The sunlight hitting the blonde mane of the Rocky Mountain horse caused the golden hues to shimmer as the breeze swept it to the side when Melissa Wilhelm, of Canal Winchester, trotted Majestic Max into the Royalty Ride-In at the Franklin County Fair.

It was unimaginable to think that Melissa once had to use a crochet hook to remove the knots and burrs from the horse's mane, tail and forelock when he was first rescued along with five other horses.

Parts of his mane were clumped together and his ribs were showing the first time Melissa saw Max.

It took two or three hours with the crochet hook to free the mane of its tangles.

"He fell asleep while I was doing it," she said.

Melissa's mother, Kim, headed off to the feed store one day thinking she and her husband, Roger, might need to get their 12-year-old son, David, a horse since he was finally showing an interest after riding a rented Tennessee Walker.

When she got to the feed store she learned about six horses that needed to be rescued.

The owner of the horses had gone to Alaska in search of work and the people taking care of the horses had not ridden them. They were feeding the animals bags of apples, carrots and ears of corn.

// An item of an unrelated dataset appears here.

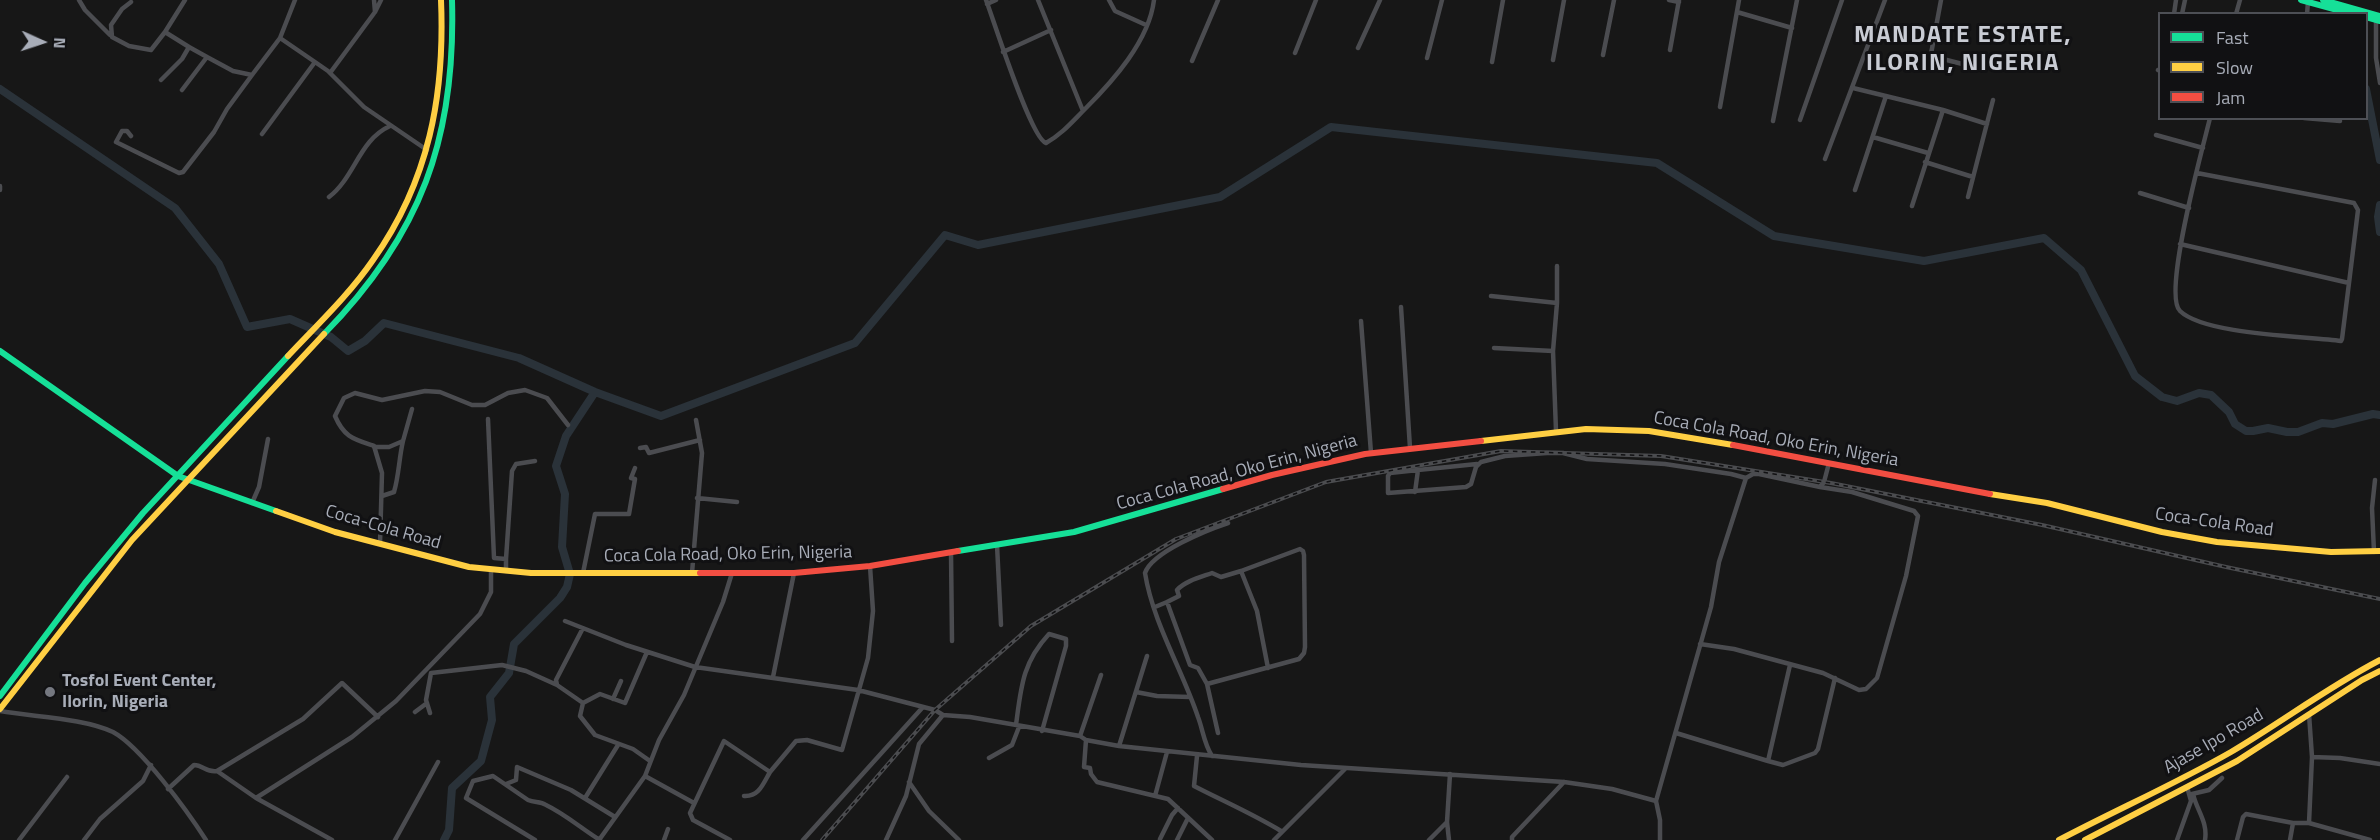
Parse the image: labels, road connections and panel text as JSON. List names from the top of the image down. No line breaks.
{"streets":{"main road":["Coca Cola Road, Oko Erin, Nigeria","Coca-Cola Road","Ajase Ipo Road"]},"crossings":[["Coca Cola Road, Oko Erin, Nigeria","Coca-Cola Road"]],"districts":["MANDATE ESTATE, ILORIN, NIGERIA"],"places":["Tosfol Event Center, Ilorin, Nigeria"],"legend":["Fast","Slow","Jam"],"north":"right"}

Kim went home and called to find out about the horses, knowing her husband would say they could not afford another horse, let alone six.

Roger walked in and wanted to know who she was talking to. He surprised her when he told her she should have set up the appointment earlier, because the horses could not be left in that condition.

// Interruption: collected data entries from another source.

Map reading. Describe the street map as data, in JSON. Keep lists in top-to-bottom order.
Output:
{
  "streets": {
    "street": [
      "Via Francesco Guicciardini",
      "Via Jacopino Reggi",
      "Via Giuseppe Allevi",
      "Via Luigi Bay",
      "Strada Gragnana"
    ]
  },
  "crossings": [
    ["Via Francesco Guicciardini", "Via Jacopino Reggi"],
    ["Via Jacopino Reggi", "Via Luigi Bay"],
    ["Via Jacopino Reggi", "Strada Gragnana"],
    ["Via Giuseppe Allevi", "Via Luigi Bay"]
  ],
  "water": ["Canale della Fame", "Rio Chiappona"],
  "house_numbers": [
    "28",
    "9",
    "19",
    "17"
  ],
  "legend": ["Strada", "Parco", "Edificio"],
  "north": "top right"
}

Melissa began imagining the breed and colors of the horses, but when they arrived at the property where the animals were housed she was shocked to see them out in the cold. She eyed what looked like a bullet hole in the water bucket.

"The Tennessee Walker was skin and bones," she said of one of the other horses.

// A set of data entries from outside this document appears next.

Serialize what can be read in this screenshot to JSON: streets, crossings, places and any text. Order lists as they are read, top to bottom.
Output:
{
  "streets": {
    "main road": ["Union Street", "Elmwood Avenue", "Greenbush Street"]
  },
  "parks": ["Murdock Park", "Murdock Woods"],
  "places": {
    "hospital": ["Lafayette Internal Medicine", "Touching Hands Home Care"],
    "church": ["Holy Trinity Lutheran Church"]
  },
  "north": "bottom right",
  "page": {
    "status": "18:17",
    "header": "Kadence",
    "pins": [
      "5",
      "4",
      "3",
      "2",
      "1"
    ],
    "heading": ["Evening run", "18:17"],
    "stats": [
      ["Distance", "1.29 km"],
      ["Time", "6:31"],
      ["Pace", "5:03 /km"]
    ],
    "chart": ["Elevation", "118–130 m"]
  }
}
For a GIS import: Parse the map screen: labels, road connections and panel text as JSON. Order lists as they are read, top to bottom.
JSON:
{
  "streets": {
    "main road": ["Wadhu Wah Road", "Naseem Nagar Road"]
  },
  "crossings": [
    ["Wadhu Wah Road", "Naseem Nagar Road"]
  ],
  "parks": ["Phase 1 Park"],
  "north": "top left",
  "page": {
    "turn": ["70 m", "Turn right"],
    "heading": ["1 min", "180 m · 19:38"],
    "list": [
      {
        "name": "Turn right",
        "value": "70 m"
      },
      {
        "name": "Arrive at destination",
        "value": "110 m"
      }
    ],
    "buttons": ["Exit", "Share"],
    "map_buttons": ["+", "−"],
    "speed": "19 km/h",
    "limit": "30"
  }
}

When the Wilhelms expressed an interest in the horses, they were told that all the tack would be thrown in for $2,500 if they took the two Palominos, the black and white, the gaited horse, the Tennessee Walker -- and Max.

"We didn't have $2,500," she said, thinking the deal was off.

Then a woman who buys eggs from the Wilhelms said she would make a $2,500 donation and give Melissa show clothes if they took the horses, under the condition that they allowed her to ride and train with them.

They were amazed and thanked God for their good fortune.

Kim and Melissa said the Tennessee Walker has an abscess on his rump. Caring for him has proven to be costly following a couple of trips to see veterinarians at Ohio State.

Half of the horses were not broken. The Palomino quarter horse had some training while the others were less than impressive.

"We started from the beginning," said Melissa.

When she first began bathing and conditioning Majestic Max, she said, he was a little antsy, but he got used to it with time.

Max was rude and disrespectful at first, according to Melissa, who had to teach him not to push and shove while trying to get to the food.

"They didn't know they were big animals," Kim said.

Since December the training has proven beneficial and Max definitely looked majestic as he entered the arena at the Franklin County Fair for his unlikely turn in the Horse Royalty Ride-In.